Powerful cough syrups could go back on prescription in the UK for fears people could become addicted.
Five over-the-counter codeine products will be restricted if the measure goes ahead.
Drug control agencies are concerned about increasing cases of serious and sometimes fatal side effects.
Health chiefs are also spooked by reports that the drug is being used recreationally for its powerful opioid effects, rather than medicinally.
Now the Medicines and Healthcare products Regulatory Agency (MHRA) has launched a public consultation on the preparation of syrups only by prescription.
These are the five codeine cough syrups the UK regulator wants to prescribe only after worrying reports of people becoming addicted to the opioid.
If given the go-ahead, it would mean that Britons who want codeine linctus, a specific type of codeine medicine, would be questioned by a GP before being allowed to buy it.
The MHRA said the move would only affect five products: Codeine Linctus BP, Bells Healthcare Codeine Linctus, Care Codeine, Galcodine Linctus, Pulmo Bailly.
These sell for as little as £3.20.
Other over-the-counter codeine products, such as tablets containing the pain reliever, would not be affected.
MHRA officials said that since 2018 they have received 116 reports of recreational drug abuse and addiction to codeine medications, including cough syrups.
HOW MUCH CODEINE CAN A PERSON TAKE AND STILL DRIVE?
Drug driving laws state that people with more than 80 micrograms of codeine per liter of blood in their systems are eligible for a penalty.
How much codeine is in popular brands of pain relievers?
- Nurofen Plus – 12.8mg
- Solpadeine – 12.8 mg
- Own brand boots – 12.8mg
- Migralev – 8mg
- Sindol – 8mg
The amount of each drug that people can take before breaking drug laws varies by individual.
This is due to laws that work on the basis of codeine per liter of blood.
Drug levels per liter of blood vary depending on factors such as a person’s tolerance, gender, weight and muscle mass, as well as whether they are taking other treatments.
Therefore, manufacturers advise people to follow directions on drug labels and not drive if they feel dizzy, drowsy, or unable to concentrate or make decisions.
The MHRA data also shows that reports of serious and fatal side effects have skyrocketed in recent years, with a record 35 deaths in 2022, the most recent full year available.
Codeine is an opioid, a class of pain relievers in the same family as morphine, heroin, and fentanyl.
As with other opioids, people can become addicted.

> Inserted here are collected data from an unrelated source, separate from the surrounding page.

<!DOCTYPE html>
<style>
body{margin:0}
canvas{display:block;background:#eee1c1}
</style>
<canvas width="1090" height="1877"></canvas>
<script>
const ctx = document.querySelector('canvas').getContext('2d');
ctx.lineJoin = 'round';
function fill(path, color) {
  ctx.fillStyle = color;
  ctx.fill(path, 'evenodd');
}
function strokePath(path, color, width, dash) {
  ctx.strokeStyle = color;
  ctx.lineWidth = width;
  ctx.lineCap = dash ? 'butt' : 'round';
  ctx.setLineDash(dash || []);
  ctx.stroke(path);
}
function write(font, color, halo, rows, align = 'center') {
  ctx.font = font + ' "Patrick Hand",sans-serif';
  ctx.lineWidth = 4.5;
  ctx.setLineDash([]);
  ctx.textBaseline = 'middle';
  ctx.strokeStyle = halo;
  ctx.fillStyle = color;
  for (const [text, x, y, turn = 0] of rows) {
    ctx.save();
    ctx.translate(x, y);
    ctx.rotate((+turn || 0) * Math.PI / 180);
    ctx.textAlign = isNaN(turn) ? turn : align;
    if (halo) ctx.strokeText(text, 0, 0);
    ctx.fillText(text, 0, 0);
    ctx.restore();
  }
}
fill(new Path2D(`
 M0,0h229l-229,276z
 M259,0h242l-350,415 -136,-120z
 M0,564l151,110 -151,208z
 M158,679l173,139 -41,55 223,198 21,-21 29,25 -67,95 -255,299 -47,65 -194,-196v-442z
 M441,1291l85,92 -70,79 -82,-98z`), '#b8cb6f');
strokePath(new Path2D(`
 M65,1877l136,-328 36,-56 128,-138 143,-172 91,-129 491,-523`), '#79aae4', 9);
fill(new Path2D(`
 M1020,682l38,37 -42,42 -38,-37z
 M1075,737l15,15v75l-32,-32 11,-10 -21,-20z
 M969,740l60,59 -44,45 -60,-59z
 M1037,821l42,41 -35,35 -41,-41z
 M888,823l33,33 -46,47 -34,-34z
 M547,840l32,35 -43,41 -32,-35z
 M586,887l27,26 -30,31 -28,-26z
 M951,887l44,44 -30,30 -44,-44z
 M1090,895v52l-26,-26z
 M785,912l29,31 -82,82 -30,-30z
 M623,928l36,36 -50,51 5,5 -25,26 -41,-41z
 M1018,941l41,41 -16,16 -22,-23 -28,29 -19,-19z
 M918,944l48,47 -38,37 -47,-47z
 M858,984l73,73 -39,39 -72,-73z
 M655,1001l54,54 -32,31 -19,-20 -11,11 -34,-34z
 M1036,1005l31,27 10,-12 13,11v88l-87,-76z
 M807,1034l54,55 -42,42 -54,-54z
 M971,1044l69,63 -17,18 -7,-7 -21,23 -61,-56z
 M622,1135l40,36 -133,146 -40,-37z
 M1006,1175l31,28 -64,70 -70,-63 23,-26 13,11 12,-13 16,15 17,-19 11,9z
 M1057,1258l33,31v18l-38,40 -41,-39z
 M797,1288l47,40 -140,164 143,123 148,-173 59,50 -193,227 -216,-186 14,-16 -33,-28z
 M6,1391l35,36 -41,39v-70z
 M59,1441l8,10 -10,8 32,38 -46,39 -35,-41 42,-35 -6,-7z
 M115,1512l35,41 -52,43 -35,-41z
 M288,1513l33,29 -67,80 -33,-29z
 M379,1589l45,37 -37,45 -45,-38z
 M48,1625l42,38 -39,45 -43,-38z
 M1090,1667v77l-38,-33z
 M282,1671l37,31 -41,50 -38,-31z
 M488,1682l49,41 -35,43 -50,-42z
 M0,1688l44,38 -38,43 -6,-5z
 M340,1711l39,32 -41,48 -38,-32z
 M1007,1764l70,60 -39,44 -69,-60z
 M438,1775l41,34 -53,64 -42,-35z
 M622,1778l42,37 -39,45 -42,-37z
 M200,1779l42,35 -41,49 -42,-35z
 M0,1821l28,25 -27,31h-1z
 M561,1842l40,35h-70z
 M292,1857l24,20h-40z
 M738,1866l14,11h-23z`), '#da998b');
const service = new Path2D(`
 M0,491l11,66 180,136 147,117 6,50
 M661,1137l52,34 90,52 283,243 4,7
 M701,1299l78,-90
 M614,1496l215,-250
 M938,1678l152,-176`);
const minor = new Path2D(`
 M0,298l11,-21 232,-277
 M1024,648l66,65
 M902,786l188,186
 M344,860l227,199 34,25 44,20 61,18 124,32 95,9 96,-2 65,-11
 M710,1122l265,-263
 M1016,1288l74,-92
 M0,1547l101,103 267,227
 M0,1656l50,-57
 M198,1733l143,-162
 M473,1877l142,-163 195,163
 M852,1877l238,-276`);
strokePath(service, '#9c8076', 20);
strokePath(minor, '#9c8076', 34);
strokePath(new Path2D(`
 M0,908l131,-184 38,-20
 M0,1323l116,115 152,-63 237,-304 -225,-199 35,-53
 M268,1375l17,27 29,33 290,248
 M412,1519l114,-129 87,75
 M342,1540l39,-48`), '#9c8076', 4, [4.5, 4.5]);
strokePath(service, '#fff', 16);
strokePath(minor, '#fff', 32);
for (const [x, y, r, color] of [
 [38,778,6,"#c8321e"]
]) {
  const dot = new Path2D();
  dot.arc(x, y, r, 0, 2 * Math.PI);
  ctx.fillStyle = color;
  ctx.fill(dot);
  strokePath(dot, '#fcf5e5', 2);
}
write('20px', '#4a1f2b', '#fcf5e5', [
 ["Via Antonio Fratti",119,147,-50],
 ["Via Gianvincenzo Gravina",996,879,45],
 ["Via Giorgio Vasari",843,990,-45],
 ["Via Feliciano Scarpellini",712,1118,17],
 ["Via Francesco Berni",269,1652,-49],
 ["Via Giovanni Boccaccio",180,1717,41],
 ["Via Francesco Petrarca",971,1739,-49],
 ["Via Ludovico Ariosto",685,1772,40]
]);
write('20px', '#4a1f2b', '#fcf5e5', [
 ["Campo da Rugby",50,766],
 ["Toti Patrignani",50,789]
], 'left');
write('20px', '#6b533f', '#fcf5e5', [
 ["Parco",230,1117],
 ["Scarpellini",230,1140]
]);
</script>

Dr Alison Cave, the MHRA’s director of security, said: ‘Codeine linctus is an effective medication.
“But because it is an opioid, its misuse and abuse can have significant health consequences.”
In total, the MHRA received 243 reports of serious and fatal adverse reactions to codeine medications in 2022 and 277 in 2021.
There have been 95 such reports in 2023 so far.
These reports, made using the Yellow Card reporting scheme, are not direct confirmation that a drug was responsible for or contributed to a medical problem, and could just be coincidental.
Professor Claire Anderson, president of the Royal Pharmaceutical Society, welcomed the move.
“Medications should maximize the health benefits for the patient with minimal risk,” he said.
“We believe that there is insufficient strong evidence for the benefits of codeine linctus in treating cough safely and adequately.
“We also have significant concerns about its misuse and addictive potential, as well as the risk of overdose.”
He added that considering there were many other codeine-free products capable of relieving a dry cough, the benefits of keeping linctus codeine as an over-the-counter option were limited.
This table shows codeine-related serious and fatal events reported to the Medicines and Healthcare Products Regulatory Agency (MHRA) by year. The dark green portions of the bars represent fatal reports only, while the light green portions are serious but non-fatal events.
Pharmacists say that with many non-codeine cough syrups available, the easy availability of products containing the potentially addictive opioid was “questionable.”
“With studies showing that up to 60 percent of people are genetically predisposed to opioid dependence, the role of codeine linctus in treating what is ultimately a self-limiting condition is questionable,” he said.
Opioid addiction has become a growing concern in both the UK and the US, as people secretly become addicted after taking painkillers as part of medical treatment.
The US in particular has seen devastating scenes of ‘Zombieland’ opiate addiction in some cities.
The MHRA audience consultation It will run until August 15.